▸ **What to do**
For the word "none", state how many lines of the records include it, with no other text.

*** Opening of Given data ***

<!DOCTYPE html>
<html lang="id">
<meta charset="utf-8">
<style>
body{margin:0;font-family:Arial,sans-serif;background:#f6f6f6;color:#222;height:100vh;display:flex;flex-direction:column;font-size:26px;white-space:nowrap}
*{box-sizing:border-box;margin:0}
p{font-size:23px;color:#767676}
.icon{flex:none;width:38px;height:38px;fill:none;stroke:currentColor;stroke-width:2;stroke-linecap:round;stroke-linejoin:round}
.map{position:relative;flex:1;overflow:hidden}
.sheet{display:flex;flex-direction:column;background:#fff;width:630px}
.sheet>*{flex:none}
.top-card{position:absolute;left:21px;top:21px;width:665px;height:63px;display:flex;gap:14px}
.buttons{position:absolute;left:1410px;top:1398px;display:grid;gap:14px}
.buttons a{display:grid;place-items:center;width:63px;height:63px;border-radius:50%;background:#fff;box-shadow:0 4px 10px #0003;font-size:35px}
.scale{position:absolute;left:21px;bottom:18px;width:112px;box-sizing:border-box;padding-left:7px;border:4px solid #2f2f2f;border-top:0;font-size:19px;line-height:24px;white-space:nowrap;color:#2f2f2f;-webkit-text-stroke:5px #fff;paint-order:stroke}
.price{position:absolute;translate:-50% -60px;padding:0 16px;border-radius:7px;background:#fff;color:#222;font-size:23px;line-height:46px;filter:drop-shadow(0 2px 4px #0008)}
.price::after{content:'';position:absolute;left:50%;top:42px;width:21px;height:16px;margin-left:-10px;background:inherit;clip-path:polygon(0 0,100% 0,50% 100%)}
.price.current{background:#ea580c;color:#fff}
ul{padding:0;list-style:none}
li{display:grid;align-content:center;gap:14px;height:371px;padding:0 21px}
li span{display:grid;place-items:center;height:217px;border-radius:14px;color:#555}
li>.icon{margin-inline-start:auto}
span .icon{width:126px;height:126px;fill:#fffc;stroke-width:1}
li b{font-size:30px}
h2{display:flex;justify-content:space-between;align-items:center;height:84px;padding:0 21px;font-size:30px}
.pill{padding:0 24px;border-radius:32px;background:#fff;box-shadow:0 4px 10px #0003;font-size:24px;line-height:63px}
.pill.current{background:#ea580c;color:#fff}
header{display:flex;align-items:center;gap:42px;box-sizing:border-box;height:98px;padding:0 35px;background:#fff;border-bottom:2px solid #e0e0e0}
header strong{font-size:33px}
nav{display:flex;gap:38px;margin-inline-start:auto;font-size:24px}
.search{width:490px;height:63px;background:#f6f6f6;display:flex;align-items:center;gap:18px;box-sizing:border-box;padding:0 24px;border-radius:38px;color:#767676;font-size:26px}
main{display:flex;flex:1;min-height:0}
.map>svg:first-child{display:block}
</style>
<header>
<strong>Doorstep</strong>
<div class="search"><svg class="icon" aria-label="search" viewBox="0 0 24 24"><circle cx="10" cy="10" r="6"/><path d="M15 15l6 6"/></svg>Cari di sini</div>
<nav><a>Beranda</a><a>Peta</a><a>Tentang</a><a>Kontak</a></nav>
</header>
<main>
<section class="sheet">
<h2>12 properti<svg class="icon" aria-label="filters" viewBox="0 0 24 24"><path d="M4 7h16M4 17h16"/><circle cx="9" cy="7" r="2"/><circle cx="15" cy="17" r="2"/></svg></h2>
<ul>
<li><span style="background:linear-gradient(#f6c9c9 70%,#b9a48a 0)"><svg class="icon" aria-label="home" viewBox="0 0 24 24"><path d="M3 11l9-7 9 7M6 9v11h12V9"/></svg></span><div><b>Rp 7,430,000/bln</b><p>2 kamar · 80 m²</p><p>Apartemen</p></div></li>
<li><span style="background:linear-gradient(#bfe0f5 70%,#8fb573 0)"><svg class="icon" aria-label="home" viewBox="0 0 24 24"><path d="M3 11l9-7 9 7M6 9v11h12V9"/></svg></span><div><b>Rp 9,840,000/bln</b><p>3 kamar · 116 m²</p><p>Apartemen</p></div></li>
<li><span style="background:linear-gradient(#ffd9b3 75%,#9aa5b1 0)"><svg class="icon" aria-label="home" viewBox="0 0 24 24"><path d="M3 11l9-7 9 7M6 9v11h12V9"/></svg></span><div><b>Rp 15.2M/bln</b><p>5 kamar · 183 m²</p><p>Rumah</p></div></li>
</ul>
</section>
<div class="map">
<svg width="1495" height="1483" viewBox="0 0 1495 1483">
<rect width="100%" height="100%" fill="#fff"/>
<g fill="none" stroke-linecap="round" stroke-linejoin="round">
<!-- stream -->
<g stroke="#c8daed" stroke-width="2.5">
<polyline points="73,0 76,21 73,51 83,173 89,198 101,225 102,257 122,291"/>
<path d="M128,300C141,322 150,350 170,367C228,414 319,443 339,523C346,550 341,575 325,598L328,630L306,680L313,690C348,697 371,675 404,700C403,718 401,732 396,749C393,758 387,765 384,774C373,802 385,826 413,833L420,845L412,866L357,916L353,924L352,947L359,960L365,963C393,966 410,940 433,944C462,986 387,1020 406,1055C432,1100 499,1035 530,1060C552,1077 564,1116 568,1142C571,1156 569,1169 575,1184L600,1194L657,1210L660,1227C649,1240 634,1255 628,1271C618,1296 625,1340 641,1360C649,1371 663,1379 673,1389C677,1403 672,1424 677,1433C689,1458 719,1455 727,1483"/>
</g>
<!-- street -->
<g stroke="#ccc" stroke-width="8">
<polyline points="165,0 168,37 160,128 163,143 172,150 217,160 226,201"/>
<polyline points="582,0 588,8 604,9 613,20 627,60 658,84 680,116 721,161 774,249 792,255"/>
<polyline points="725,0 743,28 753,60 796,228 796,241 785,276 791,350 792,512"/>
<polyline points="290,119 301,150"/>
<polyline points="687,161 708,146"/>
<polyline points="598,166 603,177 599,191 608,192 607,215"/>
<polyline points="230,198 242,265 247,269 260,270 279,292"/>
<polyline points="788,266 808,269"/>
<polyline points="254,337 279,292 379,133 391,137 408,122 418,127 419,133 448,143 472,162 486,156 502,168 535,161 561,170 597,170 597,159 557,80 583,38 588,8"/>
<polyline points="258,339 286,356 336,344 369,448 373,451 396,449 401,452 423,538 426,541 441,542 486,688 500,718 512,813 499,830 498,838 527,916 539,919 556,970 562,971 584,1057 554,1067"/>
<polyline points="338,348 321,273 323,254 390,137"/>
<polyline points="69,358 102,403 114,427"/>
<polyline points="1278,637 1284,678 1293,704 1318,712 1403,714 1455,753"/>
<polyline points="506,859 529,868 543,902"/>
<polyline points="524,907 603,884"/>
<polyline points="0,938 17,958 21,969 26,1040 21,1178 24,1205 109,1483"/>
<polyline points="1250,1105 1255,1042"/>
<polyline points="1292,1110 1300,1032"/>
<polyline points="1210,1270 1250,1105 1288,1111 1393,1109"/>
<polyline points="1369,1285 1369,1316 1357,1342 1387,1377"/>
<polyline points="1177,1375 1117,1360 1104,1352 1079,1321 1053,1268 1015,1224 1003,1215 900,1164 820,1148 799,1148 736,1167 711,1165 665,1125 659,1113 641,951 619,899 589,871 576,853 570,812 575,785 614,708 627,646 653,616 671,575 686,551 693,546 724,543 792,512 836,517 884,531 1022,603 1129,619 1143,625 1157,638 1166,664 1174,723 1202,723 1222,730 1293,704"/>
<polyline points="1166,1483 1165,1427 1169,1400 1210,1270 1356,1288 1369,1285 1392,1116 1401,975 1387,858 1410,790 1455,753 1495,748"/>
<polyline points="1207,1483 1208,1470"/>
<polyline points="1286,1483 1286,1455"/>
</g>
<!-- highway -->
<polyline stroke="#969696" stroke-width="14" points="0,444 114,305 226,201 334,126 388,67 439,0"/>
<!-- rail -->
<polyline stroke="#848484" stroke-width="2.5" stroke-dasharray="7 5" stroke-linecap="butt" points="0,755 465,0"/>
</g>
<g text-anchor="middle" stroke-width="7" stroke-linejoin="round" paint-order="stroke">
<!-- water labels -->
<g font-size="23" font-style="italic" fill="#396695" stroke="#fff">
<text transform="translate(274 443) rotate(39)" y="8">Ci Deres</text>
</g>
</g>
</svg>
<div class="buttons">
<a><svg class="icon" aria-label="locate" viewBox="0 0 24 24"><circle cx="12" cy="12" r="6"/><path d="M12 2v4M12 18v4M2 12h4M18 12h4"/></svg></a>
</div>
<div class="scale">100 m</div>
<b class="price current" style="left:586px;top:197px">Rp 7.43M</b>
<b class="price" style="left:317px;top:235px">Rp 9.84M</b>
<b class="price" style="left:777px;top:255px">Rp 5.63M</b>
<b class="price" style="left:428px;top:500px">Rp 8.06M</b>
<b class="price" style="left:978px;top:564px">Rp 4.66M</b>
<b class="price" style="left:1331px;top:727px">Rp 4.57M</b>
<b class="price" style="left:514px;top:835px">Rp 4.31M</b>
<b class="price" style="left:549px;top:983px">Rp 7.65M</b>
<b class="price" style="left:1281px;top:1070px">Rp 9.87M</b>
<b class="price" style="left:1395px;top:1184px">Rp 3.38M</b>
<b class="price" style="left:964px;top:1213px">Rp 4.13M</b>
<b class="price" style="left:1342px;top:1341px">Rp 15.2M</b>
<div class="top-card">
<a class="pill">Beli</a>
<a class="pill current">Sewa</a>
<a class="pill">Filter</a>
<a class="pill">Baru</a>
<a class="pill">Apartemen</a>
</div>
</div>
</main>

*** Close of Given data ***

▸ **Expected output**
4